The group exhibition Zijn naam was Austerlitz/Austerlitz was his name marks the second edition of an annual collaboration with A Tale of A Tub and presents a variety of artworks selected from the imaginary collection of Tlön Projects. This consists of art from various international, private, collections and aims to make works that would otherwise have been largely hidden from the public, accessible.

Belgian art critic and curator Sam Steverlynck (1979) was invited to organise this edition, which he did, taking W.G. Sebald’s (1944–2001) novel Austerlitz as a starting point. Almost coinciding exactly with the 20th anniversary of the premature death of the influential German author, the exhibition evokes the book utilising some of its literary techniques and themes whilst paying homage to Sebald’s unique combination of text and images, and thereby dealing with themes such as the impossibility of communication, memory’s unreliability, history’s latent life in the present, the use of found photographs to evoke or create memories and the unique combination of historic facts, autobiography and fiction.

The works comprising Zijn naam was Austerlitz/Austerlitz was his name originate from the following collections: Kervahut—Laurent Fiévet Collection, France; Edgard F. Grima Collection, France; G + W Collection, the Netherlands; Joseph Kouli Collection, France; Reyn van der Lugt Collection, the Netherlands, plancius art collection, the Netherlands; Alexander Ramselaar Collection, the Netherlands; Servais Family Collection, Belgium; Veys-Verhaevert Collection, Belgium; along with other collections that wish to remain anonymous.


Sam Steverlynck (1979) is a Brussels-based art critic and curator. He is currently curator for the 2nd year candidate laureates at HISK, Belgium. Together with the artist Dome Wood, he founded The Agprognostic Temple, a nomadic art space/Gesamtkunstwerk in Brussels, showing art dealing with spirituality in the broad sense of the term.
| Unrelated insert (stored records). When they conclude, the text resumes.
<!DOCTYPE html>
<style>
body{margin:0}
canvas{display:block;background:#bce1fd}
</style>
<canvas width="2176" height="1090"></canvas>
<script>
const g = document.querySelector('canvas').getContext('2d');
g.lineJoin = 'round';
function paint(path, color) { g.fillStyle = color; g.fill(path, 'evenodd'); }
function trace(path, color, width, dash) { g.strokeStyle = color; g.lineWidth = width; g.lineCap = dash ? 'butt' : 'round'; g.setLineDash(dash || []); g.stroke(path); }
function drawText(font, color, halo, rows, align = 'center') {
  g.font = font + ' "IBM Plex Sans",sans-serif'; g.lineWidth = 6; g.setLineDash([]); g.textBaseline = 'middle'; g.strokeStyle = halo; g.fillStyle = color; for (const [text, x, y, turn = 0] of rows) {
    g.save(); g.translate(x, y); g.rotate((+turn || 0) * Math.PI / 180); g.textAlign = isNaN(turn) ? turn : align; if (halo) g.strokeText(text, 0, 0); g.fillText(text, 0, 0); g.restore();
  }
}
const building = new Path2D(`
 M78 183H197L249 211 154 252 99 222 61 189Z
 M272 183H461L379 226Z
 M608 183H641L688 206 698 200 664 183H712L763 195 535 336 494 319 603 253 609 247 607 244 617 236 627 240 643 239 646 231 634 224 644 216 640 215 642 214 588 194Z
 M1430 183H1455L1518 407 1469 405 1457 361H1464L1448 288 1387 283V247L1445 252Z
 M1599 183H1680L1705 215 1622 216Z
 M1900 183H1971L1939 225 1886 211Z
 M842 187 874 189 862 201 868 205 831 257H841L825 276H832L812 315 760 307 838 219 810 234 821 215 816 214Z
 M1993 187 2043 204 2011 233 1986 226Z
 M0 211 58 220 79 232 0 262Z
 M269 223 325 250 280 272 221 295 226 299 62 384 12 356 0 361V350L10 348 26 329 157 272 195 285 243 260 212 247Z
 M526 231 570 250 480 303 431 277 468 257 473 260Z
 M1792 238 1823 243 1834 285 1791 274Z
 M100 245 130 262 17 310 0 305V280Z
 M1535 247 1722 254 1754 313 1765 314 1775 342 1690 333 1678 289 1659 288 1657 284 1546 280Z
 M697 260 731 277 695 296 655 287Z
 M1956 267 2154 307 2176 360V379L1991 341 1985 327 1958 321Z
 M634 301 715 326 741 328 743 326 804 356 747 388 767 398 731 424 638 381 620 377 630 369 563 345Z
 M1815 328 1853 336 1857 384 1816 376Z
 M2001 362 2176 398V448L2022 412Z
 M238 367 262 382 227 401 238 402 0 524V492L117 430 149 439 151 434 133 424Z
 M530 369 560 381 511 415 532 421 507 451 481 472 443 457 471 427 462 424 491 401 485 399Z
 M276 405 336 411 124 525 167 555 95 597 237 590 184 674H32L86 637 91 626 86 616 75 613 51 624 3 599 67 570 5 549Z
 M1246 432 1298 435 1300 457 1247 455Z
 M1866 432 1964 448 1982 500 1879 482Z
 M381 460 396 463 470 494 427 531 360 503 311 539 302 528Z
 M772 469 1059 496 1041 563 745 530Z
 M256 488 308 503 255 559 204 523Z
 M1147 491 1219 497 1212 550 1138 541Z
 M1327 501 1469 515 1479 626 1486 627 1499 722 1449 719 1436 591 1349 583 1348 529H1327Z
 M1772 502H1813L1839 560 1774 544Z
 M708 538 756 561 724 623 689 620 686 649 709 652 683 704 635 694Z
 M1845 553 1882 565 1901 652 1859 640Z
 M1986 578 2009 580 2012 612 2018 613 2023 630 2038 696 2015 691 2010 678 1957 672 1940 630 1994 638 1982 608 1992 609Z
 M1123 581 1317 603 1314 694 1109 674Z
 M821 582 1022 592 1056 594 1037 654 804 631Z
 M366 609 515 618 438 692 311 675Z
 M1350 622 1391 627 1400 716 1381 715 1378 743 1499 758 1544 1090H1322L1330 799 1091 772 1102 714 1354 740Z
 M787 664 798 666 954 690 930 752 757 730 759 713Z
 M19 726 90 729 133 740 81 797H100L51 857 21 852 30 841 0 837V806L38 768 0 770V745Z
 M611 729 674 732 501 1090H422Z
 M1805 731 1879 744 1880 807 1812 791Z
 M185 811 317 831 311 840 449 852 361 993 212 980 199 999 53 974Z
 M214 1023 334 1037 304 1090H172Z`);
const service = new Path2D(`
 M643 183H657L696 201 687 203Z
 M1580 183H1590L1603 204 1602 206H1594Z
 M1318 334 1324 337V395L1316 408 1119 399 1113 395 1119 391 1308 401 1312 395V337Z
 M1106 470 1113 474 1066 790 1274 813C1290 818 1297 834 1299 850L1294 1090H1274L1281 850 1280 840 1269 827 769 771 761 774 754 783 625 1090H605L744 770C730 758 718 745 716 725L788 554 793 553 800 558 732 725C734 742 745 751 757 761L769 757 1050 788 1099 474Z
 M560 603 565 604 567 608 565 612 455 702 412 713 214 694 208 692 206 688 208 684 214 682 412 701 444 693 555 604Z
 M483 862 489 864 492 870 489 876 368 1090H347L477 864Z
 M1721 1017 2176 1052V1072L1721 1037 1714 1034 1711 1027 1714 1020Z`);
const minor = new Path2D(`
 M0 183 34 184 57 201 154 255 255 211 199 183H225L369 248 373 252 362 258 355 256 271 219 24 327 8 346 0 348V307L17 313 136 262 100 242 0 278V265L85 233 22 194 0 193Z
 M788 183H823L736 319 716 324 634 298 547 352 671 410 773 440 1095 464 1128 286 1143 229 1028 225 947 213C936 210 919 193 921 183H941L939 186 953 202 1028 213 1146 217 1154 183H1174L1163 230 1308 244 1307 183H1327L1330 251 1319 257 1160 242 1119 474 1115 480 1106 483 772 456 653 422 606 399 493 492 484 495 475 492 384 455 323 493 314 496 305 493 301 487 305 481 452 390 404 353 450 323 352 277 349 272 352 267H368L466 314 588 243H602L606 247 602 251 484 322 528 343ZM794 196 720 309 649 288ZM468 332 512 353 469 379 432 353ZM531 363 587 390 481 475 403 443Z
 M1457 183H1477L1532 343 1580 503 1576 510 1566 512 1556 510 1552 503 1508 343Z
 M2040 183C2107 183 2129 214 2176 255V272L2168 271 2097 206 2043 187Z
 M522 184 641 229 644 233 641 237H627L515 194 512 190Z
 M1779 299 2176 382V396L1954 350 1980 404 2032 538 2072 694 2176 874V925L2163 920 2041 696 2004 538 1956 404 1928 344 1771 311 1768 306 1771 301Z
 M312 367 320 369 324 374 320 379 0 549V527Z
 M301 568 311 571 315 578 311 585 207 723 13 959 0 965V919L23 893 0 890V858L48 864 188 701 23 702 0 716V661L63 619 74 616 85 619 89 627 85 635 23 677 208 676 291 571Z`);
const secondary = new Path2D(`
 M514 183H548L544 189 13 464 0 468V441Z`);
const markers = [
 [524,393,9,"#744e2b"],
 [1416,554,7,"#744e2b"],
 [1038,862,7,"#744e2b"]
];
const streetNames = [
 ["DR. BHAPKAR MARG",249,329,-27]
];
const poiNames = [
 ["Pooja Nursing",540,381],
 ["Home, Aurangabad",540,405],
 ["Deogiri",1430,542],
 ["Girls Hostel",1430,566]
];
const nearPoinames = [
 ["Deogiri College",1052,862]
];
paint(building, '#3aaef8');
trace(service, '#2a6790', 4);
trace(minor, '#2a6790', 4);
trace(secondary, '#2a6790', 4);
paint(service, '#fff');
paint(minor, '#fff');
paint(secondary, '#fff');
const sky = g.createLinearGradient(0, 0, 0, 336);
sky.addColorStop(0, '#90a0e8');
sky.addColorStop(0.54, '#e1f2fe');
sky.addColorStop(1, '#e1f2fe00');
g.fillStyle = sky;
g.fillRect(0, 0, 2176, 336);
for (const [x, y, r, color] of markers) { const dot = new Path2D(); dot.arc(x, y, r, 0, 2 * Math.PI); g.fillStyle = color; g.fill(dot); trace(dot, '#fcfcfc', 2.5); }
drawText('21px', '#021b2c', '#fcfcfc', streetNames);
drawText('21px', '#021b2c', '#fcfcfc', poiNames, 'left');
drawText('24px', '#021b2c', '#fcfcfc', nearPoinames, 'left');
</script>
For the Temple, Steverlynck curated two group shows (Scripted Truths with Ricardo Brey, Fia Cielen, Benjamin Husson, Felix Kindermann, Philippe Koeune, Shana Moulton, Isabel Tesfazghi, Lou Touchard, Filip Vervaet, 2020; Mirrored Infinities: Serene Blumenthal, James Lee Byars, Laurie Charles, Eric Croes, Sanam Khatibi, Joris Van de Moortel, Julien Saudubray, Oraura, Antoine Waterkeyn, McCloud Zicmuse, 2021) and two solo shows (The Warning by Nicolas Provost, 2020; Primordial Earth, The Beginnings by Léonard Pongo, 2021).

In 2018, he co-curated the exhibition One Thing Plus Another Thing or One Thing Minus Another Thing. That’s How Stories begin. with Chris Bestebreurtje and Petra Kuipers for Tlön Projects in The Hague with work by Helena Almeida, Katinka Bock, Pavel Büchler, Heman Chong, Julien Crépieux, Angela Detanico & Rafael Lain, Jason Dodge, Omer Fast, Laëtitia Badaut Haussmann, Christopher Knowles, Dominique Petitgand, Amalia Pica, Jimmy Robert, Yann Sérandour and Ian Whittlesea.

In 2015, he initiated a residency programme in the iconic 1958 villa by René Heyvaert in Destelbergen, Ghent, Belgium. Amongst the residents, architecten de vylder, vinck, taillieu, Patrick Van Caeckenbergh, DD Trans, Filip Dujardin, Peter Swinnen, ...

In 2014, he curated the group exhibition A Simple Plan in a private villa in Kruiskerke, Belgium, designed by the architect Stéphane Beel with work by architecten de vylder vinck tailleu, Greet Billiet, Pierre Bismuth, DD Trans, René Heyvaert, Istvan Ist Huzjan, Honoré d’0, Gert Robijns and Willy De Sauter.